"Nous avons échoué". Devant un groupe de militants de son parti, Pablo Iglesias n'a pas caché la situation. Après la déroute de la gauche aux élections régionales, mardi à Madrid, le leader controversé du parti de gauche radicale Podemos a annoncé son retrait de la vie politique. Pablo Iglesias a dit avoir l'impression d'être "le bouc émissaire qui mobilise les sentiments les plus obscurs, les plus contraires à la démocratie".

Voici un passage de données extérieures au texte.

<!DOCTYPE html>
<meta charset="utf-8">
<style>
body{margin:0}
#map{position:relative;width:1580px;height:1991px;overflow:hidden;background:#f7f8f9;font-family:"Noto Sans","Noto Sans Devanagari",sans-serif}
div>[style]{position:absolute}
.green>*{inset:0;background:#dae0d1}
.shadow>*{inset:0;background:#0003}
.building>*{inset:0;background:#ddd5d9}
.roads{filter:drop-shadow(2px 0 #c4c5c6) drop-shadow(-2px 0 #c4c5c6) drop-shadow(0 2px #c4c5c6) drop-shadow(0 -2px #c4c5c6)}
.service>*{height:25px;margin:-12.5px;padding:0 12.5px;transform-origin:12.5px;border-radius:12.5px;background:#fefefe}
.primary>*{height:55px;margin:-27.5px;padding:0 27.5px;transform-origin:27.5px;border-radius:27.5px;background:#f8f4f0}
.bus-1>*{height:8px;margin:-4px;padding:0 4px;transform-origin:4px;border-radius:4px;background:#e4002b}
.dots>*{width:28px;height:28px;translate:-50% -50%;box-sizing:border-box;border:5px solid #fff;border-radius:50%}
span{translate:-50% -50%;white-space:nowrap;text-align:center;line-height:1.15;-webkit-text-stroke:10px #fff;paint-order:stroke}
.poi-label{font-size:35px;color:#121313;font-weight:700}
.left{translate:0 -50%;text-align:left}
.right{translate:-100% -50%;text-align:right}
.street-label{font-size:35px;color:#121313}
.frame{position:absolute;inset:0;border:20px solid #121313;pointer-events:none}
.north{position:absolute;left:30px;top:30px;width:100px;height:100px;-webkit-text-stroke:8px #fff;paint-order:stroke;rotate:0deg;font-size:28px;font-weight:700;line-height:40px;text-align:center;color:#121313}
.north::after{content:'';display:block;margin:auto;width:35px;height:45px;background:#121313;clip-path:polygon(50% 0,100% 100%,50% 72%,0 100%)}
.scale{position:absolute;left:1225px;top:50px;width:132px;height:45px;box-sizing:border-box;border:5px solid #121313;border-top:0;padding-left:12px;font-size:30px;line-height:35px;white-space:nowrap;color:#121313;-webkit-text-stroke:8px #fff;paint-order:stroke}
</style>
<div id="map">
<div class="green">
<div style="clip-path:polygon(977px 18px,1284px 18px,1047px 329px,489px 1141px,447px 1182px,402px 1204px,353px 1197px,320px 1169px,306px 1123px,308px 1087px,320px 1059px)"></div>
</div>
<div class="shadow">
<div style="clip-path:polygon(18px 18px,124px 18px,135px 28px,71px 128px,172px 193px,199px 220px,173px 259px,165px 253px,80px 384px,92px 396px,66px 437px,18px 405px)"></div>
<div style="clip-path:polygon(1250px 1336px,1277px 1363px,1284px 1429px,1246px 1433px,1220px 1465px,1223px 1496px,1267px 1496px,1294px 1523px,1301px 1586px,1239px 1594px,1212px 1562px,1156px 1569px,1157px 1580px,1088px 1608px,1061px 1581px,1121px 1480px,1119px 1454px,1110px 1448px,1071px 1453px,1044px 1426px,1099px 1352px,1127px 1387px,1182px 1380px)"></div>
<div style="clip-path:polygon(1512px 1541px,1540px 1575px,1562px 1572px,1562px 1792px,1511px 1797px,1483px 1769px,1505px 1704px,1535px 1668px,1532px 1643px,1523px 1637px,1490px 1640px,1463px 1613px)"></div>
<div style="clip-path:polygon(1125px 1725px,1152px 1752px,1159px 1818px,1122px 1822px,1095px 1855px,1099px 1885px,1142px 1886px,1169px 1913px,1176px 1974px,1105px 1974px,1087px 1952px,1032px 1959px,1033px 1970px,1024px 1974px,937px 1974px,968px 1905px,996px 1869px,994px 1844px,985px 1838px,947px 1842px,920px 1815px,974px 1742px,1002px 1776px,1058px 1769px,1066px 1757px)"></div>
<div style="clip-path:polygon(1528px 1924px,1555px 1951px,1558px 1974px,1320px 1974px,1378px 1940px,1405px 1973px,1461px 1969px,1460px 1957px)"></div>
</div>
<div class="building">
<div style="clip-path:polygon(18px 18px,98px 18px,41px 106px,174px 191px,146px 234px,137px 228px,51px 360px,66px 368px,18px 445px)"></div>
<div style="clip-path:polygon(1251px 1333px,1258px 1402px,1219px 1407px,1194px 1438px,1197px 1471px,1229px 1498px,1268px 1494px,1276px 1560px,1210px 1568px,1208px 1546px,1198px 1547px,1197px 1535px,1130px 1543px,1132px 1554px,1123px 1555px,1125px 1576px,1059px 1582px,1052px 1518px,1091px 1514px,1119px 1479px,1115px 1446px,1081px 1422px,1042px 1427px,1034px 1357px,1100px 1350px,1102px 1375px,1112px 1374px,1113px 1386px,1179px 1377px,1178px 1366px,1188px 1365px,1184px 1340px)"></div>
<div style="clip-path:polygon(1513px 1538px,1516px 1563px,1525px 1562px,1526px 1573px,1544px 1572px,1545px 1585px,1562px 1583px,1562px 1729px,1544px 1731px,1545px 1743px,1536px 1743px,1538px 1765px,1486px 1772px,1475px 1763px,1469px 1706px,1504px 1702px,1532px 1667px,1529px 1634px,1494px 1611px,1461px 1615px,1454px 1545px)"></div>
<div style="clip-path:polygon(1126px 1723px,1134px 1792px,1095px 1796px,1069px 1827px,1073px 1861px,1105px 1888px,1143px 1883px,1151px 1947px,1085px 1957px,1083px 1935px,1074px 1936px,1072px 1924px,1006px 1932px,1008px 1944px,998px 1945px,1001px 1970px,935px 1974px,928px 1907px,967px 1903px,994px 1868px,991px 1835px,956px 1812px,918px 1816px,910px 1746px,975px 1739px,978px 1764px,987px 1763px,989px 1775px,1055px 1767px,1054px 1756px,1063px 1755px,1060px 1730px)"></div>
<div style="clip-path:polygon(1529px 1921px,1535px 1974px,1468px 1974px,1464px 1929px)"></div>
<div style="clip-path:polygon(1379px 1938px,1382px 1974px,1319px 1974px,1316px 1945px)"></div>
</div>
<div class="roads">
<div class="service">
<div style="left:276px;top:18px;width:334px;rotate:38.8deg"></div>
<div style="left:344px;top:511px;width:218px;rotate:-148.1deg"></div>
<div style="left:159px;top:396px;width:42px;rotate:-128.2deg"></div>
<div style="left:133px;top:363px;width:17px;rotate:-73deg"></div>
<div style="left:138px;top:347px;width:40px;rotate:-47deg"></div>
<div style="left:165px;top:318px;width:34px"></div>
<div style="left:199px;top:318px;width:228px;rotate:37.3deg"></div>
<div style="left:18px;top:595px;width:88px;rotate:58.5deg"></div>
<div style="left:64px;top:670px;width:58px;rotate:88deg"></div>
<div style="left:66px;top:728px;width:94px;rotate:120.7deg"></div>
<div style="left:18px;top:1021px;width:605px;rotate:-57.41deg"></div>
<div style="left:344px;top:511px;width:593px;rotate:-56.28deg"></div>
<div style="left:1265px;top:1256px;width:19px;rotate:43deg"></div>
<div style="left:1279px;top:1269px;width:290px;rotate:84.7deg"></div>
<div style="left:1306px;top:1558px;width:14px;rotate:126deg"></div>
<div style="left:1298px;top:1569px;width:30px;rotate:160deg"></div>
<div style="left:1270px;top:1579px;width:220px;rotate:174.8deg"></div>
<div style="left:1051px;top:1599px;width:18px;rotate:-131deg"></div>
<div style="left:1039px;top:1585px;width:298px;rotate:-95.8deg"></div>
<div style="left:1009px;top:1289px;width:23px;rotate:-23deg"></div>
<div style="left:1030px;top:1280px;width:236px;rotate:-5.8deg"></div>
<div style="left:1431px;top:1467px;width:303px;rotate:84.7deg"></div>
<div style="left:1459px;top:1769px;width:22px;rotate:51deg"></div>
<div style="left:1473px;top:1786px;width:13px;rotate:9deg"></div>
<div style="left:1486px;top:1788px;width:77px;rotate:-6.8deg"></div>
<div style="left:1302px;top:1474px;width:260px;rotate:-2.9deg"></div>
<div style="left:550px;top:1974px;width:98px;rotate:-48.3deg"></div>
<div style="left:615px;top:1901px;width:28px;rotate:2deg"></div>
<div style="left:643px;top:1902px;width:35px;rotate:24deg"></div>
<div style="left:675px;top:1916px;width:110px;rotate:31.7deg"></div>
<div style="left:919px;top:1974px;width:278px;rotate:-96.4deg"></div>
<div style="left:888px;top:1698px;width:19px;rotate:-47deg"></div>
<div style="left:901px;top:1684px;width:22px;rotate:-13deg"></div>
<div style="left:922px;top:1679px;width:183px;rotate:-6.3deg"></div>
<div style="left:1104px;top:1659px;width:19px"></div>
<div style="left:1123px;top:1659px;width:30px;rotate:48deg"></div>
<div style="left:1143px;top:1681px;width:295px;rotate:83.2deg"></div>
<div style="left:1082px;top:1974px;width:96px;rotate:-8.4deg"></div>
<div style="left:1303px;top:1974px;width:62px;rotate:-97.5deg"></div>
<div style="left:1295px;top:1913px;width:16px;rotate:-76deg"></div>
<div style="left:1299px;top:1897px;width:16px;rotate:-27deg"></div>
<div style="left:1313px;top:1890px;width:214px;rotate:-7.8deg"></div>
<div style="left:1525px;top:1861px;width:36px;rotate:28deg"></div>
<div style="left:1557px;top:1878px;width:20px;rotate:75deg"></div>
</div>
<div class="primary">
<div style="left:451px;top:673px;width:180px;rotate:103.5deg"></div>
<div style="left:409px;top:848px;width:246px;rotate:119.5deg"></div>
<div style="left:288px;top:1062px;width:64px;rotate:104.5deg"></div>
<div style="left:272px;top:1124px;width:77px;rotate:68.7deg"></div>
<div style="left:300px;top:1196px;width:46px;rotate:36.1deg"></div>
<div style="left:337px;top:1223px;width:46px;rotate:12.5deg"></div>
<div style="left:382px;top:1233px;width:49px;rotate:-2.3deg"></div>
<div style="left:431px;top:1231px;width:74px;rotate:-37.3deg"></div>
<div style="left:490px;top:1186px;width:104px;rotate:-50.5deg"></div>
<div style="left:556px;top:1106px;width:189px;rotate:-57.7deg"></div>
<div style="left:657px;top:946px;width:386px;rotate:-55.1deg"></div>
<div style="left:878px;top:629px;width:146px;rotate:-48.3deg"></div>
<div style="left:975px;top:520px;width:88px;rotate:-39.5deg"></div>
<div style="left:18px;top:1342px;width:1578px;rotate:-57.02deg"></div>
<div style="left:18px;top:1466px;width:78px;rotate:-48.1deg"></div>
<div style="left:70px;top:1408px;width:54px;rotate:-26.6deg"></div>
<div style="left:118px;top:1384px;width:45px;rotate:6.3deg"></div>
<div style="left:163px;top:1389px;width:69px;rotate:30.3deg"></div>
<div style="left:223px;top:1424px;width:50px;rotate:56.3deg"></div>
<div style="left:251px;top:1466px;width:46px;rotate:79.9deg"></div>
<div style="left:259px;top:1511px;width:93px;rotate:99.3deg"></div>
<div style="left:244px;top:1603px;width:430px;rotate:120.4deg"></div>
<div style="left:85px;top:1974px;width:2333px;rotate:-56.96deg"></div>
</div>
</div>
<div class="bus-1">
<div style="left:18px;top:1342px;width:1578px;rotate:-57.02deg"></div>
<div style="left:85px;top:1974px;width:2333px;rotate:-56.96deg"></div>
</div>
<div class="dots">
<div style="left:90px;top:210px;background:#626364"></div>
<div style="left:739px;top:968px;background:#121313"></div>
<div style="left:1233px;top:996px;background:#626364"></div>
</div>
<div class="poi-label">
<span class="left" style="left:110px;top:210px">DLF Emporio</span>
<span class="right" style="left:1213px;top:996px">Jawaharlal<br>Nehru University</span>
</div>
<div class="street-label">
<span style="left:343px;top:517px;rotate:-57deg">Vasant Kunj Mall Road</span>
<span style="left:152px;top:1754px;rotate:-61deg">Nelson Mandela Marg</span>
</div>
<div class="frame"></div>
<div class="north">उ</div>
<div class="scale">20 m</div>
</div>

"Je crois qu'il est évident qu'aujourd'hui (...) je ne contribue pas à rassembler", a expliqué Pablo Iglesias, 42 ans, fondateur et jusqu'alors chef de file de Podemos, partenaire du Parti socialiste au sein de la coalition au pouvoir en Espagne. Pour cette raison, a-t-il ajouté, "j'abandonne toutes mes fonctions, je quitte la politique dans le sens de politique partisane, politique institutionnelle", afin de ne pas être "un obstacle à une rénovation de la direction qui doit se produire dans notre force politique". "Quand on cesse d'être utile, il faut savoir se retirer", a également lancé Pablo Iglesias.

La victoire de la droite, une "tragédie" pour Pablo Iglesias

La droite espagnole et sa figure montante, Isabel Díaz Ayuso, ont triomphé mardi aux élections régionales à Madrid. "Un nouveau chapitre dans l'histoire de l'Espagne commence aujourd'hui", a déclaré Isabel Díaz Ayuso, 42 ans, devant le siège de sa formation, le Parti Populaire (PP), dans le centre de la capitale espagnole. Pablo Iglesias a qualifié de "tragédie" le triomphe de la droite conservatrice, qu'il a décrit comme "la droite trumpiste", et le bon score du parti d'extrême droite Vox.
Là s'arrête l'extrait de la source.